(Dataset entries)
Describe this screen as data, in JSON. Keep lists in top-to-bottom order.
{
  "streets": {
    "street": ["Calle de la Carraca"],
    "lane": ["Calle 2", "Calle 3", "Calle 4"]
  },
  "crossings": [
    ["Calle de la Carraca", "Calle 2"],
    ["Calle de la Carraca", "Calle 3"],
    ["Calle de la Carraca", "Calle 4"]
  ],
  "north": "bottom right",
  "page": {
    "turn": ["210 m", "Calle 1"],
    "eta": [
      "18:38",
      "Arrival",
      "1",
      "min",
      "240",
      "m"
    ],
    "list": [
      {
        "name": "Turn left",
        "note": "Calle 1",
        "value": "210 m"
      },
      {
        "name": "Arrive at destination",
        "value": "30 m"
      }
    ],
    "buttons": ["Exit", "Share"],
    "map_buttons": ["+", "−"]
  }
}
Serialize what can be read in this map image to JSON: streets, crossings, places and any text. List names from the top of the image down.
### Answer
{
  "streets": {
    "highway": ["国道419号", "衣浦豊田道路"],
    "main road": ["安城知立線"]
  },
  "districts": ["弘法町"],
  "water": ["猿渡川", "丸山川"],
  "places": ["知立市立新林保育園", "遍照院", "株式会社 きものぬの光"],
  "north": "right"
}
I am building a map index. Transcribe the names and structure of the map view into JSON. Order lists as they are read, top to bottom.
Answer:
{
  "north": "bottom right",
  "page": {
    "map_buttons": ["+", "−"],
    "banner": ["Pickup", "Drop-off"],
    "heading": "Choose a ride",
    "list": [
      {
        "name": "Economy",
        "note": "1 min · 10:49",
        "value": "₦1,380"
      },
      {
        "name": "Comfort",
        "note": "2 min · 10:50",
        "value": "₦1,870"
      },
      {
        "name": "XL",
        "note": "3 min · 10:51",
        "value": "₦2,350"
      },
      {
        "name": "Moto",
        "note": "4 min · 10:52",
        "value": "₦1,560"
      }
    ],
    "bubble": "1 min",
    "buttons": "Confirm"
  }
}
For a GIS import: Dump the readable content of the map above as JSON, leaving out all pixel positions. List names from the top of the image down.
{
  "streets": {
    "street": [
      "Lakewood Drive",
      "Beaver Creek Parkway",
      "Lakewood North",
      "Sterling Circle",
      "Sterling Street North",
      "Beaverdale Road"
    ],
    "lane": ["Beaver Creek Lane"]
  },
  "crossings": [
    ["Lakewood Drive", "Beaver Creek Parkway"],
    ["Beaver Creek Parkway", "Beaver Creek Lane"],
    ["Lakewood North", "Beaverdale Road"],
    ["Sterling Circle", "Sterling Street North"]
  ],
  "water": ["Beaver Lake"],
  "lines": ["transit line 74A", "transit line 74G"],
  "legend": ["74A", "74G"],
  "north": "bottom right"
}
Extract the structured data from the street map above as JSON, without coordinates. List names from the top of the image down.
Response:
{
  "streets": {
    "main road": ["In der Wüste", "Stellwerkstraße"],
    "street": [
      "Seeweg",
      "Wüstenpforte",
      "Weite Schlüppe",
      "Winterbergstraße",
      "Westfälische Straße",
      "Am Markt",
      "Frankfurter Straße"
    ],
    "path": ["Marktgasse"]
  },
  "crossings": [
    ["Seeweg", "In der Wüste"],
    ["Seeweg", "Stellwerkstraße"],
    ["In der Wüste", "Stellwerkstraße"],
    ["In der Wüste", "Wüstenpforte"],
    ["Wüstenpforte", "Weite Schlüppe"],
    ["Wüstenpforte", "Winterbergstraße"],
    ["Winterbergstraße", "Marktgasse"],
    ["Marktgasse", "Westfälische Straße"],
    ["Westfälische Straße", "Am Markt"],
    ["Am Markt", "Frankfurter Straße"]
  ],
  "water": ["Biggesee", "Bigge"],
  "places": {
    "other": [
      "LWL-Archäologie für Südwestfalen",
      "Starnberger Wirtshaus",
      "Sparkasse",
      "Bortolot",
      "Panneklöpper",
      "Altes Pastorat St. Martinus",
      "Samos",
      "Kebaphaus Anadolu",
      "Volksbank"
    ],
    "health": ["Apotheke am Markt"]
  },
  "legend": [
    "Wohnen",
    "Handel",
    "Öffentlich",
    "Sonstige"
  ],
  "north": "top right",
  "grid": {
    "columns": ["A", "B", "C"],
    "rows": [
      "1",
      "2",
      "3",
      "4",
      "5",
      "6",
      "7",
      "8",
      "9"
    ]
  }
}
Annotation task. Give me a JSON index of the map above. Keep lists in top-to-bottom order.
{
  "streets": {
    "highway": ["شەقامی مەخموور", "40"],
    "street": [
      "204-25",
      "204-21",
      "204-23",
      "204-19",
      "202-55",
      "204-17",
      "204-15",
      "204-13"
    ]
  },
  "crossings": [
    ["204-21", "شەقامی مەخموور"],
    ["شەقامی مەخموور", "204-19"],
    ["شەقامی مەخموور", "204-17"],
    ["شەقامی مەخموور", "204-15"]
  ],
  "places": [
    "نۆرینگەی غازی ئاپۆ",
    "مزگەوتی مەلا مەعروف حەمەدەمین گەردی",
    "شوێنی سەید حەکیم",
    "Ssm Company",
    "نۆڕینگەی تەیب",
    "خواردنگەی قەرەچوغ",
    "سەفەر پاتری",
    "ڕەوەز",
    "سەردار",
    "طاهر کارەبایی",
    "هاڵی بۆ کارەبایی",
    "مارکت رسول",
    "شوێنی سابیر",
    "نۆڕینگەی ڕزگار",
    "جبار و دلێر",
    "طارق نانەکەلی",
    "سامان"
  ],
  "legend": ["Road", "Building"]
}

Work order →
The records shown above should be given again word for word.

Result →
Describe this screen as data, in JSON. Keep lists in top-to-bottom order.
{
  "streets": {
    "street": ["Calle de la Carraca"],
    "lane": ["Calle 2", "Calle 3", "Calle 4"]
  },
  "crossings": [
    ["Calle de la Carraca", "Calle 2"],
    ["Calle de la Carraca", "Calle 3"],
    ["Calle de la Carraca", "Calle 4"]
  ],
  "north": "bottom right",
  "page": {
    "turn": ["210 m", "Calle 1"],
    "eta": [
      "18:38",
      "Arrival",
      "1",
      "min",
      "240",
      "m"
    ],
    "list": [
      {
        "name": "Turn left",
        "note": "Calle 1",
        "value": "210 m"
      },
      {
        "name": "Arrive at destination",
        "value": "30 m"
      }
    ],
    "buttons": ["Exit", "Share"],
    "map_buttons": ["+", "−"]
  }
}
Serialize what can be read in this map image to JSON: streets, crossings, places and any text. List names from the top of the image down.
### Answer
{
  "streets": {
    "highway": ["国道419号", "衣浦豊田道路"],
    "main road": ["安城知立線"]
  },
  "districts": ["弘法町"],
  "water": ["猿渡川", "丸山川"],
  "places": ["知立市立新林保育園", "遍照院", "株式会社 きものぬの光"],
  "north": "right"
}
I am building a map index. Transcribe the names and structure of the map view into JSON. Order lists as they are read, top to bottom.
Answer:
{
  "north": "bottom right",
  "page": {
    "map_buttons": ["+", "−"],
    "banner": ["Pickup", "Drop-off"],
    "heading": "Choose a ride",
    "list": [
      {
        "name": "Economy",
        "note": "1 min · 10:49",
        "value": "₦1,380"
      },
      {
        "name": "Comfort",
        "note": "2 min · 10:50",
        "value": "₦1,870"
      },
      {
        "name": "XL",
        "note": "3 min · 10:51",
        "value": "₦2,350"
      },
      {
        "name": "Moto",
        "note": "4 min · 10:52",
        "value": "₦1,560"
      }
    ],
    "bubble": "1 min",
    "buttons": "Confirm"
  }
}
For a GIS import: Dump the readable content of the map above as JSON, leaving out all pixel positions. List names from the top of the image down.
{
  "streets": {
    "street": [
      "Lakewood Drive",
      "Beaver Creek Parkway",
      "Lakewood North",
      "Sterling Circle",
      "Sterling Street North",
      "Beaverdale Road"
    ],
    "lane": ["Beaver Creek Lane"]
  },
  "crossings": [
    ["Lakewood Drive", "Beaver Creek Parkway"],
    ["Beaver Creek Parkway", "Beaver Creek Lane"],
    ["Lakewood North", "Beaverdale Road"],
    ["Sterling Circle", "Sterling Street North"]
  ],
  "water": ["Beaver Lake"],
  "lines": ["transit line 74A", "transit line 74G"],
  "legend": ["74A", "74G"],
  "north": "bottom right"
}
Extract the structured data from the street map above as JSON, without coordinates. List names from the top of the image down.
Response:
{
  "streets": {
    "main road": ["In der Wüste", "Stellwerkstraße"],
    "street": [
      "Seeweg",
      "Wüstenpforte",
      "Weite Schlüppe",
      "Winterbergstraße",
      "Westfälische Straße",
      "Am Markt",
      "Frankfurter Straße"
    ],
    "path": ["Marktgasse"]
  },
  "crossings": [
    ["Seeweg", "In der Wüste"],
    ["Seeweg", "Stellwerkstraße"],
    ["In der Wüste", "Stellwerkstraße"],
    ["In der Wüste", "Wüstenpforte"],
    ["Wüstenpforte", "Weite Schlüppe"],
    ["Wüstenpforte", "Winterbergstraße"],
    ["Winterbergstraße", "Marktgasse"],
    ["Marktgasse", "Westfälische Straße"],
    ["Westfälische Straße", "Am Markt"],
    ["Am Markt", "Frankfurter Straße"]
  ],
  "water": ["Biggesee", "Bigge"],
  "places": {
    "other": [
      "LWL-Archäologie für Südwestfalen",
      "Starnberger Wirtshaus",
      "Sparkasse",
      "Bortolot",
      "Panneklöpper",
      "Altes Pastorat St. Martinus",
      "Samos",
      "Kebaphaus Anadolu",
      "Volksbank"
    ],
    "health": ["Apotheke am Markt"]
  },
  "legend": [
    "Wohnen",
    "Handel",
    "Öffentlich",
    "Sonstige"
  ],
  "north": "top right",
  "grid": {
    "columns": ["A", "B", "C"],
    "rows": [
      "1",
      "2",
      "3",
      "4",
      "5",
      "6",
      "7",
      "8",
      "9"
    ]
  }
}
Annotation task. Give me a JSON index of the map above. Keep lists in top-to-bottom order.
{
  "streets": {
    "highway": ["شەقامی مەخموور", "40"],
    "street": [
      "204-25",
      "204-21",
      "204-23",
      "204-19",
      "202-55",
      "204-17",
      "204-15",
      "204-13"
    ]
  },
  "crossings": [
    ["204-21", "شەقامی مەخموور"],
    ["شەقامی مەخموور", "204-19"],
    ["شەقامی مەخموور", "204-17"],
    ["شەقامی مەخموور", "204-15"]
  ],
  "places": [
    "نۆرینگەی غازی ئاپۆ",
    "مزگەوتی مەلا مەعروف حەمەدەمین گەردی",
    "شوێنی سەید حەکیم",
    "Ssm Company",
    "نۆڕینگەی تەیب",
    "خواردنگەی قەرەچوغ",
    "سەفەر پاتری",
    "ڕەوەز",
    "سەردار",
    "طاهر کارەبایی",
    "هاڵی بۆ کارەبایی",
    "مارکت رسول",
    "شوێنی سابیر",
    "نۆڕینگەی ڕزگار",
    "جبار و دلێر",
    "طارق نانەکەلی",
    "سامان"
  ],
  "legend": ["Road", "Building"]
}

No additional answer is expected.